Nach Wahl der grünen Spitzenkandidaten Gabriel fordert Bekenntnis zu Rot-Grün

Die Kür der Spitzenkandidaten Jürgen Trittin und Katrin Göring-Eckardt wird auch als Annäherung der Grünen an die Union interpretiert. SPD-Chef Sigmar Gabriel warnt vor einer solchen Wende und ruft die Grünen zu einer Koalitionsaussage zugunsten der SPD auf: "Die Wähler wollen kein doppeltes Spiel".

Von Christoph Hickmann und Susanne Höll, Berlin

Nach der Urwahl der Grünen-Spitzenkandidaten für die Bundestagswahl bahnt sich in der Opposition eine neue Koalitionsdebatte an. SPD-Chef Sigmar Gabriel zeigte sich erfreut über das Votum der Grünen-Basis, die Bundestags-Vizepräsidentin Katrin Göring-Eckardt und Fraktionschef Jürgen Trittin als Spitzenduo gewählt hatte. Er warnte die Grünen aber eindringlich davor, nach der Wahl im nächsten Jahr auf ein schwarz-grünes Bündnis zu spekulieren, und forderte von den Grünen eine eindeutige Koalitionszusage zugunsten der SPD.

"Wählerinnen und Wähler wollen Klarheit und kein doppeltes Spiel", sagte Gabriel der Süddeutschen Zeitung. "Bei der SPD ist das klar: Wir wollen 2013 eine Regierungsbildung von SPD und Grünen und keine Koalition mit der CDU/CSU. Jetzt sind die Grünen am Zug", so der Parteichef.

Gabriel machte klar, dass er nur dann Chancen für Rot-Grün sieht, wenn beide Parteien ihr Wählerreservoir voll ausschöpfen: "Wir werden uns die Wähler nicht gegenseitig wegnehmen.

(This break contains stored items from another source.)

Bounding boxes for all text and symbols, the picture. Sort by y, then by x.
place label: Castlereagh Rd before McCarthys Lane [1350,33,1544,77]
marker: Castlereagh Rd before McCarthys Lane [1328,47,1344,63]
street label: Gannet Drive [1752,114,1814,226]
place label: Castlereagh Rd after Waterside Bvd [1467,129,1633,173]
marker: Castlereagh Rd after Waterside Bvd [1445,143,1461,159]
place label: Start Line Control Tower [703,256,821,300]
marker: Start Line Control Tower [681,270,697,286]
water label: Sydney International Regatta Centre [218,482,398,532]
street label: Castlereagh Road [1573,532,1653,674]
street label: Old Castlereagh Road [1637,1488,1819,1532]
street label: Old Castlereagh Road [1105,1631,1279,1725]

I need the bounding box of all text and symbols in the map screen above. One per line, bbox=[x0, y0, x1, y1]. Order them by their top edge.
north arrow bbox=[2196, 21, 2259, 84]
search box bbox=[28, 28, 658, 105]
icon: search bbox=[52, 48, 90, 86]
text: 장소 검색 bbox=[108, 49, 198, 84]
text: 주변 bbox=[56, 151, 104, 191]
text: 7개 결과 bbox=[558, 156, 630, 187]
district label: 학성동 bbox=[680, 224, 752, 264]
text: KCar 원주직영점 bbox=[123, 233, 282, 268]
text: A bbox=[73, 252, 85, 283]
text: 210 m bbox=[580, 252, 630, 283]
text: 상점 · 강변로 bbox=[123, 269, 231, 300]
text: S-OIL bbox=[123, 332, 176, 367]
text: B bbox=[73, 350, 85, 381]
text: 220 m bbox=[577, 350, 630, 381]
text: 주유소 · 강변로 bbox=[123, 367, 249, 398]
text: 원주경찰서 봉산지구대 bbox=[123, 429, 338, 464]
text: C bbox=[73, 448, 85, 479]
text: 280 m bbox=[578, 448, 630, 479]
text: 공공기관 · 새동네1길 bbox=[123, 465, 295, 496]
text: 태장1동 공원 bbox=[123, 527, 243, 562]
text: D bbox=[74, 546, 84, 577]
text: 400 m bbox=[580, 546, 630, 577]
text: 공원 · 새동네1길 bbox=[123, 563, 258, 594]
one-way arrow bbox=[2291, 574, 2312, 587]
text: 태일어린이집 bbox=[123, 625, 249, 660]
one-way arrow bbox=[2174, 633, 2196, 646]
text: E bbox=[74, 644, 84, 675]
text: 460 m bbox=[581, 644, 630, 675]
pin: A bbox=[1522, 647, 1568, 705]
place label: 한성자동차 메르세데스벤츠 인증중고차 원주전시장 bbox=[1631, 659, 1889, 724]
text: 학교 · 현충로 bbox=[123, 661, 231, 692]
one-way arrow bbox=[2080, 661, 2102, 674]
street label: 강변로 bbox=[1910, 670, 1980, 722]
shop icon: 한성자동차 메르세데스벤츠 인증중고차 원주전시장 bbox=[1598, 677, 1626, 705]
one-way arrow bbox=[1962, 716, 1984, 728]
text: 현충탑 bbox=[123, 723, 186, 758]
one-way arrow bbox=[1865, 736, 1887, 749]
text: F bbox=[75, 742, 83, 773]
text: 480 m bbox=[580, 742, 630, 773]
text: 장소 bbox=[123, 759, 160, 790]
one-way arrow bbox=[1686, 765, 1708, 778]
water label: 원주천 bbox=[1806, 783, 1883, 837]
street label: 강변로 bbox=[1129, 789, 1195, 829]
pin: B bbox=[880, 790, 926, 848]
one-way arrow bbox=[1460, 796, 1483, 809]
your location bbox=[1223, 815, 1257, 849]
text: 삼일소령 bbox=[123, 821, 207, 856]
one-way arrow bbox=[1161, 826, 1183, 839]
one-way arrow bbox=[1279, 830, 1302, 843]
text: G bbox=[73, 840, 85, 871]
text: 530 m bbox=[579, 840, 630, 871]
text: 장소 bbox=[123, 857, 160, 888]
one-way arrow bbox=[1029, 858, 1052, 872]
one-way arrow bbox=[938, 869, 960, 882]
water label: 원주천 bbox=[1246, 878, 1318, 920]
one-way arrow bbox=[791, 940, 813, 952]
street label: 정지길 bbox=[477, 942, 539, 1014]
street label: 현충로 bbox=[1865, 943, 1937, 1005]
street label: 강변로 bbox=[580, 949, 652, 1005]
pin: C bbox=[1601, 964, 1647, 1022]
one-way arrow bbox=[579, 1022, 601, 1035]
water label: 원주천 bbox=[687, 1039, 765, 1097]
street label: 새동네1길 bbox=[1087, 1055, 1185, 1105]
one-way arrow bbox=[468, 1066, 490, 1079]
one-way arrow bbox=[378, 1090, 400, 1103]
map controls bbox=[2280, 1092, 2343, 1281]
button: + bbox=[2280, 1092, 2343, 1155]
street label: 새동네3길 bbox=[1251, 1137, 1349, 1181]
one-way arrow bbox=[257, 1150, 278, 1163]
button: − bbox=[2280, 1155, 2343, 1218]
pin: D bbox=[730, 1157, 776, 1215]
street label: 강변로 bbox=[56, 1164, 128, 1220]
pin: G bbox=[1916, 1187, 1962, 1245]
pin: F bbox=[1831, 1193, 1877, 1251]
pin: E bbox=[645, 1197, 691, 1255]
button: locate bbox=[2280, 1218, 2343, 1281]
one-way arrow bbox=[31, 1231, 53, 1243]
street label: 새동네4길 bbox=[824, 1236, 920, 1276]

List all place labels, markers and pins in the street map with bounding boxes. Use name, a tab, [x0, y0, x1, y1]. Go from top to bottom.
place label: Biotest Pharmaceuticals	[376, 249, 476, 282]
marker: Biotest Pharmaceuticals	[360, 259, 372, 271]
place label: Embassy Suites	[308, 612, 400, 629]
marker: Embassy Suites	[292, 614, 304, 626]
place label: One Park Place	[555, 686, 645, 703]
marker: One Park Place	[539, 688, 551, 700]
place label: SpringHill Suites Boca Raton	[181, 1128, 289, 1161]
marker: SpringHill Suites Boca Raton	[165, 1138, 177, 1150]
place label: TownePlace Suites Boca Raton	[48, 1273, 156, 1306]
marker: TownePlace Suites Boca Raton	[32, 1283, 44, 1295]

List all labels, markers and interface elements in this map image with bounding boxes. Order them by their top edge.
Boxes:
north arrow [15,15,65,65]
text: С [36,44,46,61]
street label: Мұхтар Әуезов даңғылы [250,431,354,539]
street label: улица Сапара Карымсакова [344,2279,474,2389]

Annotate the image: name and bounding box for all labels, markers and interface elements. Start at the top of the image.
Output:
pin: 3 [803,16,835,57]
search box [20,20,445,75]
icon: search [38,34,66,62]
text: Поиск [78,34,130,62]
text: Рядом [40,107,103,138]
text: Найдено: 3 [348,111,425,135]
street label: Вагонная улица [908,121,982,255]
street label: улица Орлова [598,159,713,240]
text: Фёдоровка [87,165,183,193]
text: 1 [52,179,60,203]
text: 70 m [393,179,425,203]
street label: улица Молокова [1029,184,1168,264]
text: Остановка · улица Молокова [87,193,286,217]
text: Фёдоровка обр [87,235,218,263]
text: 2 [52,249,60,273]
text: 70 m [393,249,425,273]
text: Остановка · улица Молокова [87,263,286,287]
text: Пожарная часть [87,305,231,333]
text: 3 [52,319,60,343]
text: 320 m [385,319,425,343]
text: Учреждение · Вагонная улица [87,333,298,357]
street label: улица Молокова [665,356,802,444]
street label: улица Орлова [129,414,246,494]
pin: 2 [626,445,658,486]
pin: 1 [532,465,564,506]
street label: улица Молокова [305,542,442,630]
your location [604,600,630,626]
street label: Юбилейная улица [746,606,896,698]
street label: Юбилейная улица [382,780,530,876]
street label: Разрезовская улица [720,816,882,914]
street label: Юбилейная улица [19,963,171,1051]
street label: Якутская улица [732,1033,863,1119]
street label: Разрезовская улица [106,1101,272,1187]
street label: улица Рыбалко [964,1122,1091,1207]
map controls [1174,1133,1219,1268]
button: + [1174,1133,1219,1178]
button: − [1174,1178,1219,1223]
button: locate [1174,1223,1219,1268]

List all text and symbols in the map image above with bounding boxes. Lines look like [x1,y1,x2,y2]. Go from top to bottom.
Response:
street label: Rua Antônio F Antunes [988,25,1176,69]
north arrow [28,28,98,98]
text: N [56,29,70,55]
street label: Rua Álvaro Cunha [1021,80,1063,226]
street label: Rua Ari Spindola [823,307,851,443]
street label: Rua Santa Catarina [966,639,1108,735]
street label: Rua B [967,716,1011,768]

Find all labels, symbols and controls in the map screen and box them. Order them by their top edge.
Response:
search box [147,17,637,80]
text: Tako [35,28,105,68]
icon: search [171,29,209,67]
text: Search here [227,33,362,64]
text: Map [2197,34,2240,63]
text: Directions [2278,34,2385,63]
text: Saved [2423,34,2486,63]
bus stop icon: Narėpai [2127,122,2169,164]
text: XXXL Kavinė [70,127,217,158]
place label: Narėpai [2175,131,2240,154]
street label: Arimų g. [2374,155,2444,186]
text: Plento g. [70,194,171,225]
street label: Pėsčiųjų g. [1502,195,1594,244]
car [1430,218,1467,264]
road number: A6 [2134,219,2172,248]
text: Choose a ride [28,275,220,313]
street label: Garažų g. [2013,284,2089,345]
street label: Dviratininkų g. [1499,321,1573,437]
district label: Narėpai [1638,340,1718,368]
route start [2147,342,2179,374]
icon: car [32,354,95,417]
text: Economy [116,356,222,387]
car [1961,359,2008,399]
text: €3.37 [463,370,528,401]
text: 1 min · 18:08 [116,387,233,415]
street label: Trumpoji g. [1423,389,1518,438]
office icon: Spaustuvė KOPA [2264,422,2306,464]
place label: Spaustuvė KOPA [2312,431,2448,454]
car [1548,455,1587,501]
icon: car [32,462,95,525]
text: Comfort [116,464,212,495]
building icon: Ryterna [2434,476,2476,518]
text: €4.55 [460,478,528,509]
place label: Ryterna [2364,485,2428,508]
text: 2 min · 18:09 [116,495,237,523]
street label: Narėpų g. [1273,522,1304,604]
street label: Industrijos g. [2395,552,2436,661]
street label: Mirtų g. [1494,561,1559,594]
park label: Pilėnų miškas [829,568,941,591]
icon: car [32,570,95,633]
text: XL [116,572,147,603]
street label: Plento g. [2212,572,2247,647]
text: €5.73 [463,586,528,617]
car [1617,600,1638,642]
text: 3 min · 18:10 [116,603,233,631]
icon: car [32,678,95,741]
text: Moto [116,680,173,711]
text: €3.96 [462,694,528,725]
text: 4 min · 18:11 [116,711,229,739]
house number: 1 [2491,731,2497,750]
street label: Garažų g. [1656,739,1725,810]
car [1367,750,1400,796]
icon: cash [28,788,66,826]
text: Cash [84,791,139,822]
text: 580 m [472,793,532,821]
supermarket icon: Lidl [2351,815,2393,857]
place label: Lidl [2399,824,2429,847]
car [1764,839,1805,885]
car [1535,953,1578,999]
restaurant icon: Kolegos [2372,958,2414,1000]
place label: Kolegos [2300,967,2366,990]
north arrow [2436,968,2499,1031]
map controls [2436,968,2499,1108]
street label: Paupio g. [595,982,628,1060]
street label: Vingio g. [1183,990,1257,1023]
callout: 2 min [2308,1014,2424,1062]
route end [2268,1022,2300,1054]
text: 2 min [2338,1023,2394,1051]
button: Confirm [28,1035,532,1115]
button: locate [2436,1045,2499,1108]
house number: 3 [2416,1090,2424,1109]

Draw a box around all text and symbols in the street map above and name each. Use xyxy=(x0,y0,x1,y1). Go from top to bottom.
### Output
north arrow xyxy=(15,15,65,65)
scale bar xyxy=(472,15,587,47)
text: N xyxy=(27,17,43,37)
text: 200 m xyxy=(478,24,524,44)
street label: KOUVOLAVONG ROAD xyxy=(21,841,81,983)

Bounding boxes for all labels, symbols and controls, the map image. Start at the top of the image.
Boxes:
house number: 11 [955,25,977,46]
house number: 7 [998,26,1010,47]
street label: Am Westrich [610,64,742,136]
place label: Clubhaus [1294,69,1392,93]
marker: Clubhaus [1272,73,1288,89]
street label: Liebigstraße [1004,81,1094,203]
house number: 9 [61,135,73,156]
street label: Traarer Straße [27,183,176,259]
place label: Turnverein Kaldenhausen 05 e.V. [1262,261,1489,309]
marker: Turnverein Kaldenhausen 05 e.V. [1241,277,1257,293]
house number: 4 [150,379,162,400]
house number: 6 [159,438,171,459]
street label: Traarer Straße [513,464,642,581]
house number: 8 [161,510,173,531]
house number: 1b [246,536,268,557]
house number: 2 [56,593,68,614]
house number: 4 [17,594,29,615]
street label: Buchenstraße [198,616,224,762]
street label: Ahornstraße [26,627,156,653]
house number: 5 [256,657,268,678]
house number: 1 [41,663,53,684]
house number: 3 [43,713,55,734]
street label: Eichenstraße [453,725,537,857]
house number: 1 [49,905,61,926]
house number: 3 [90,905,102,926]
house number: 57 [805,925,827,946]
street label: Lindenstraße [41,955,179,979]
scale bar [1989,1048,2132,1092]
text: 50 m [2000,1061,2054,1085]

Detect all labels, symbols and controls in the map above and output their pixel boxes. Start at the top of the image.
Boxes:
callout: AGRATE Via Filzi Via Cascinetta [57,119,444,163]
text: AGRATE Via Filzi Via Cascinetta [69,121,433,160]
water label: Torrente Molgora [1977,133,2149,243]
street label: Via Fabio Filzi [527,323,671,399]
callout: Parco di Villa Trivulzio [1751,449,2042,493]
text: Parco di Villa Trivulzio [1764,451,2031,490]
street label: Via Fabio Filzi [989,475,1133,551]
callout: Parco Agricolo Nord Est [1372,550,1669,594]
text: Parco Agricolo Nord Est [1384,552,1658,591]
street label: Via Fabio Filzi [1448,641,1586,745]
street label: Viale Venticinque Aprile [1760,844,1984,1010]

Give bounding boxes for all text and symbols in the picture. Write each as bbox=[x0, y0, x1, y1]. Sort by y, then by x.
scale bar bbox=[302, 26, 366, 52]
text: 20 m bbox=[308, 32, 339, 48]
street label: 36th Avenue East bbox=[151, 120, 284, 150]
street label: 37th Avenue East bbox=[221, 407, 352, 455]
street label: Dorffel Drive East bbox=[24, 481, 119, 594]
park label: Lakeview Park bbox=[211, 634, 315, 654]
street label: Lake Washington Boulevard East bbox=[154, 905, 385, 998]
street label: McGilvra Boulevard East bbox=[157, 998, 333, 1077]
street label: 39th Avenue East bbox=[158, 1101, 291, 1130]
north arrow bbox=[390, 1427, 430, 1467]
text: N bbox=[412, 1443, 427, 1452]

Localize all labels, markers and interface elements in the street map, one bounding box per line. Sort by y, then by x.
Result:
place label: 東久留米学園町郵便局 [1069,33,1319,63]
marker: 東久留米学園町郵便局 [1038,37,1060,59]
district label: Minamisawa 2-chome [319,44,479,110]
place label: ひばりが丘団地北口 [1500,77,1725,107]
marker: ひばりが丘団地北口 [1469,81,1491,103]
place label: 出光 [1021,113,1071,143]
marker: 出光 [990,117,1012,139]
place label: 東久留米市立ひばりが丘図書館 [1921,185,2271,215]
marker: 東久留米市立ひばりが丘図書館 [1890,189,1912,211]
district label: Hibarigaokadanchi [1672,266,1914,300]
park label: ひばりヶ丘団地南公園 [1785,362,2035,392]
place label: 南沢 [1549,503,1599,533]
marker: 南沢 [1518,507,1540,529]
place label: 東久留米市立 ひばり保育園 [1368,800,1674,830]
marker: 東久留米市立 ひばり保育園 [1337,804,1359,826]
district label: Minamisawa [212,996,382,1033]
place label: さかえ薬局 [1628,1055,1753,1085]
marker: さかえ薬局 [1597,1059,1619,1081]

Jeder muss die eigenen Anhänger mobilisieren, dann bekommen wir eine Mehrheit." In der SPD-Spitze gibt es die Sorge, dass die Grünen ohne klare Zusage zugunsten der SPD ähnlich wie bei der Berliner Senatswahl schwach abschneiden und damit einen Regierungswechsel erschweren könnten.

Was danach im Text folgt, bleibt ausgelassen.